Do you need to skip rows while reading CSV file with read_csv in Pandas? If so, this article will show you how to skip first rows of reading file.
Method read_csv
has parameter skiprows
which can be used as follows:
(1) Skip first rows reading CSV file in Pandas
pd.read_csv(csv_file, skiprows=3, header=None)
(2) Skip rows by index with read_csv
pd.read_csv(csv_file, skiprows=[0,2])
Lets check several practical examples which will cover all aspects of reading CSV file and skipping rows.
To start lets say that we have the next CSV file:
!cat '../data/csv/multine_header.csv'
CSV file with multiple headers (to learn more about reading a CSV file with multiple headers):
Date,Company A,Company A,Company B,Company B
,Rank,Points,Rank,Points
2021-09-06,1,7.9,2,6
2021-09-07,1,8.5,2,7
2021-09-08,2,8,1,8.1
Step 1: Skip first N rows while reading CSV file
First example shows how to skip consecutive rows with Pandas read_csv
method.
There are 2 options:
- skip rows in Pandas without using header
- skip first N rows and use header for the DataFrame - check Step 2
In this Step Pandas read_csv method will read data from row 4 (index of this row is 3). The newly created DataFrame will have autogenerated column names:
df = pd.read_csv(csv_file, skiprows=3, header=None)
This will result into:
0 | 1 | 2 | 3 | 4 |
---|---|---|---|---|
2021-09-07 | 1 | 8.5 | 2 | 7.0 |
2021-09-08 | 2 | 8.0 | 1 | 8.1 |
Step 2: Skip first N rows and use header
If parameter header
of method read_csv
is not provided than first row will be used as a header. In combination of parameters header
and skiprows
- first the rows will be skipped and then first on of the remaining will be used as a header.
In the example below 3 rows from the CSV file will be skipped. The forth one will be used as a header of the new DataFrame.
df = pd.read_csv(csv_file, skiprows=3)
2021-09-07 | 1 | 8.5 | 2 | 7 |
---|---|---|---|---|
2021-09-08 | 2 | 8 | 1 | 8.1 |
Step 3: Pandas keep the header and skip first rows
What if you need to keep the header and then the skip N rows?

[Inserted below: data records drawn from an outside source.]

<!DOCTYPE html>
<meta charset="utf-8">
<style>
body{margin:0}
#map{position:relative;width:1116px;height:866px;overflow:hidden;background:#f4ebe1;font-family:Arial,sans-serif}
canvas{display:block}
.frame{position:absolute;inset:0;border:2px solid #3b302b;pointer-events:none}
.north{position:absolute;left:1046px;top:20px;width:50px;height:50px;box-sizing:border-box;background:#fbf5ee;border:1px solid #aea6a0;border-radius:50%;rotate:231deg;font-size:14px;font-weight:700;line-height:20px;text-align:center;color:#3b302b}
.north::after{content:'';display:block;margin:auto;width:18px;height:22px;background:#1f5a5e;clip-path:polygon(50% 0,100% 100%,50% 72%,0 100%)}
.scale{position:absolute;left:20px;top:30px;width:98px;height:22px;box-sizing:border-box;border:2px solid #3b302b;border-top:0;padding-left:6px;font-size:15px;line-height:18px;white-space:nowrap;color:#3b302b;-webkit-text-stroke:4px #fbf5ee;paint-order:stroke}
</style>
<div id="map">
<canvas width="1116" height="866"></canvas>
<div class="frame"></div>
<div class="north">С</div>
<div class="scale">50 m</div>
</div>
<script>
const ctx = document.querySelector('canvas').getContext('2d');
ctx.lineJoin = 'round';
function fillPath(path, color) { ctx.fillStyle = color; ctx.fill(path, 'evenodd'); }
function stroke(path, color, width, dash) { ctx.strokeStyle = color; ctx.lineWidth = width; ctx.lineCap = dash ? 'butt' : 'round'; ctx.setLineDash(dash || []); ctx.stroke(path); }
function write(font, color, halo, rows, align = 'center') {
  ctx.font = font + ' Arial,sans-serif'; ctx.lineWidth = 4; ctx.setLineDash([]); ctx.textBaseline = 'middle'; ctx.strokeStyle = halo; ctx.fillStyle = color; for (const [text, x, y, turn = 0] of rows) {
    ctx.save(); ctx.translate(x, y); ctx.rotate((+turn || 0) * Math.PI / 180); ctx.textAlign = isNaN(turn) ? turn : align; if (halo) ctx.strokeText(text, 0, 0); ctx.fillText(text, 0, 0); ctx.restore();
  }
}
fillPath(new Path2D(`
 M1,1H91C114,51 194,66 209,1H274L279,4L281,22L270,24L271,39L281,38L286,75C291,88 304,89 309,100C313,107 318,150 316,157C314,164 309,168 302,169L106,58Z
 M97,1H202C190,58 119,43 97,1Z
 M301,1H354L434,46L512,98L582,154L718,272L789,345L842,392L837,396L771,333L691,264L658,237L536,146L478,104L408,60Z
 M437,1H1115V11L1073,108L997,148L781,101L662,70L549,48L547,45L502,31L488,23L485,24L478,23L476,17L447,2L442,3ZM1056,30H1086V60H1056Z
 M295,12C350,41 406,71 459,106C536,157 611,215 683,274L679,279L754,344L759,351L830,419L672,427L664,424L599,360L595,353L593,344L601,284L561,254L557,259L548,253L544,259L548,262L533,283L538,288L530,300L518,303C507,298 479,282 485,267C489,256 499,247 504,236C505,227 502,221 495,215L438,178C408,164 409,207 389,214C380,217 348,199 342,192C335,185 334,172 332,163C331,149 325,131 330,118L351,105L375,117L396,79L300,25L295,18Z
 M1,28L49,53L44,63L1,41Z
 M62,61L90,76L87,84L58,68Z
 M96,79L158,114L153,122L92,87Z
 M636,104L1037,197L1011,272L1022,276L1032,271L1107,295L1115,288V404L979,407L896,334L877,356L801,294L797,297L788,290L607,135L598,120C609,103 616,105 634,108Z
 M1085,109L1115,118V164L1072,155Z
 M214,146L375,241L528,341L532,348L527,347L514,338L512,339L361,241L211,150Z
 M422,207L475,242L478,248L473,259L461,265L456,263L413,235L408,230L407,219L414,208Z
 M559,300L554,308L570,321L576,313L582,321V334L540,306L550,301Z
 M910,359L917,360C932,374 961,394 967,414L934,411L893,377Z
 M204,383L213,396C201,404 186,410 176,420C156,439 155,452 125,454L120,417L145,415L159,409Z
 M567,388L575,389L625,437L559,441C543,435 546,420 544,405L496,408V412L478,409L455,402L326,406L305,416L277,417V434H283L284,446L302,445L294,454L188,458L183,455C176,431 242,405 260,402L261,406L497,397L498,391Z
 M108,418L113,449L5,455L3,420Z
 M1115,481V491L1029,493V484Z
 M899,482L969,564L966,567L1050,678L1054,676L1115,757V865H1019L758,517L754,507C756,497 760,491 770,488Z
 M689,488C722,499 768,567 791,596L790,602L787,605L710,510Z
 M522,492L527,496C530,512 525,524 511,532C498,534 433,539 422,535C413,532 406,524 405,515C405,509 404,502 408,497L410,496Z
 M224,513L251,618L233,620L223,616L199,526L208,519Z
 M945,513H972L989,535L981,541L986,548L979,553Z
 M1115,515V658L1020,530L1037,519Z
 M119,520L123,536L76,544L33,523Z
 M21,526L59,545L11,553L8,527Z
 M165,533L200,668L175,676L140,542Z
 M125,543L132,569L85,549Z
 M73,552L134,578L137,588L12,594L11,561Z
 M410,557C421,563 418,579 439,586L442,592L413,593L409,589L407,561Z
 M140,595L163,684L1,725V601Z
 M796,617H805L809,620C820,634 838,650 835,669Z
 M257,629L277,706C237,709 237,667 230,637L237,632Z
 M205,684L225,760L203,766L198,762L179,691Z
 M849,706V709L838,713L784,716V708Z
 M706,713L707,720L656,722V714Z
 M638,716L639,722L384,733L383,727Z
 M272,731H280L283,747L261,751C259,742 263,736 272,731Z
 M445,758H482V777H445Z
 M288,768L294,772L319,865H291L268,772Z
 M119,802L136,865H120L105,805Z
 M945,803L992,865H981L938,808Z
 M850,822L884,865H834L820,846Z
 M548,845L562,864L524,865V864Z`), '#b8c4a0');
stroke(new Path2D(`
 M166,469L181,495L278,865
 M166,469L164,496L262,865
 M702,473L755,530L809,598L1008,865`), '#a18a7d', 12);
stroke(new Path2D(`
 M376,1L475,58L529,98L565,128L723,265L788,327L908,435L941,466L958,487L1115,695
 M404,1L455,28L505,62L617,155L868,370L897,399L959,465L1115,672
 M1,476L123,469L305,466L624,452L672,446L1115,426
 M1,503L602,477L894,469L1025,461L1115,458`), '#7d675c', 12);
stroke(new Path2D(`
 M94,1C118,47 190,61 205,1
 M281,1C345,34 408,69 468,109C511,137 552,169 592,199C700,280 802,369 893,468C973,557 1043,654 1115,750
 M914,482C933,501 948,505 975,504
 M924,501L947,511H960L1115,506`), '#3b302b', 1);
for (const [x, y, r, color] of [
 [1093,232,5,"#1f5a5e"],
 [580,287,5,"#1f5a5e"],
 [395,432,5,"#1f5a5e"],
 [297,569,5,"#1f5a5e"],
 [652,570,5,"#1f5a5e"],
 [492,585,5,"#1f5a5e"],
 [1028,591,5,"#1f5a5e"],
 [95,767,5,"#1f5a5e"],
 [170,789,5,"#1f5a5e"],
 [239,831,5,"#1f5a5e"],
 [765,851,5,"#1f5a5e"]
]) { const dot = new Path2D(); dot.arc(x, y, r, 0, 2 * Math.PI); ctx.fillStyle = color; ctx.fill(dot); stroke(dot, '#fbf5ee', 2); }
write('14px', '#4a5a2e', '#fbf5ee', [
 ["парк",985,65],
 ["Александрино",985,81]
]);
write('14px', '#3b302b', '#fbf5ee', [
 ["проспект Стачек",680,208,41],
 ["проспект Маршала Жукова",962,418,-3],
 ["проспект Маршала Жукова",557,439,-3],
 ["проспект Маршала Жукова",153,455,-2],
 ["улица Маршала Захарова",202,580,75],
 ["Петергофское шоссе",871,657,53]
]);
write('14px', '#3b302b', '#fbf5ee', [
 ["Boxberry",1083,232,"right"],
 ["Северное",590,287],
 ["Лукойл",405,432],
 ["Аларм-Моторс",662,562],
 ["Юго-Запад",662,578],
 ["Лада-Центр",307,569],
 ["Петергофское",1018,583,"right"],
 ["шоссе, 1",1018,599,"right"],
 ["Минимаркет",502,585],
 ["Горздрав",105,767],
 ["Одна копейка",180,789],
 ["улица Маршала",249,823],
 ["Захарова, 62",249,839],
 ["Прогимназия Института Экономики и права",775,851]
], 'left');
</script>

This can be achieved in several different ways.
The most simple one is by builing a list of rows which to be skipped:
rows_to_skip = range(1,3)
df = pd.read_csv(csv_file, skiprows=rows_to_skip)
result:
Date | Company A | Company A.1 | Company B | Company B.1 |
---|---|---|---|---|
2021-09-07 | 1 | 8.5 | 2 | 7.0 |
2021-09-08 | 2 | 8.0 | 1 | 8.1 |
As you can see read_csv
method keep the header and skip first 2 rows after the header.
Step 4: Skip non consecutive rows with read_csv
by index
Parameter skiprows
is defined as:
Line numbers to skip (0-indexed) or number of lines to skip (int) at the start of the file.
So to skip rows 0 and 2 we can pass list of values to skiprows
:
df = pd.read_csv(csv_file, skiprows=[0,2])
Unnamed: 0 | Rank | Points | Rank.1 | Points.1 |
---|---|---|---|---|
2021-09-07 | 1 | 8.5 | 2 | 7.0 |
2021-09-08 | 2 | 8.0 | 1 | 8.1 |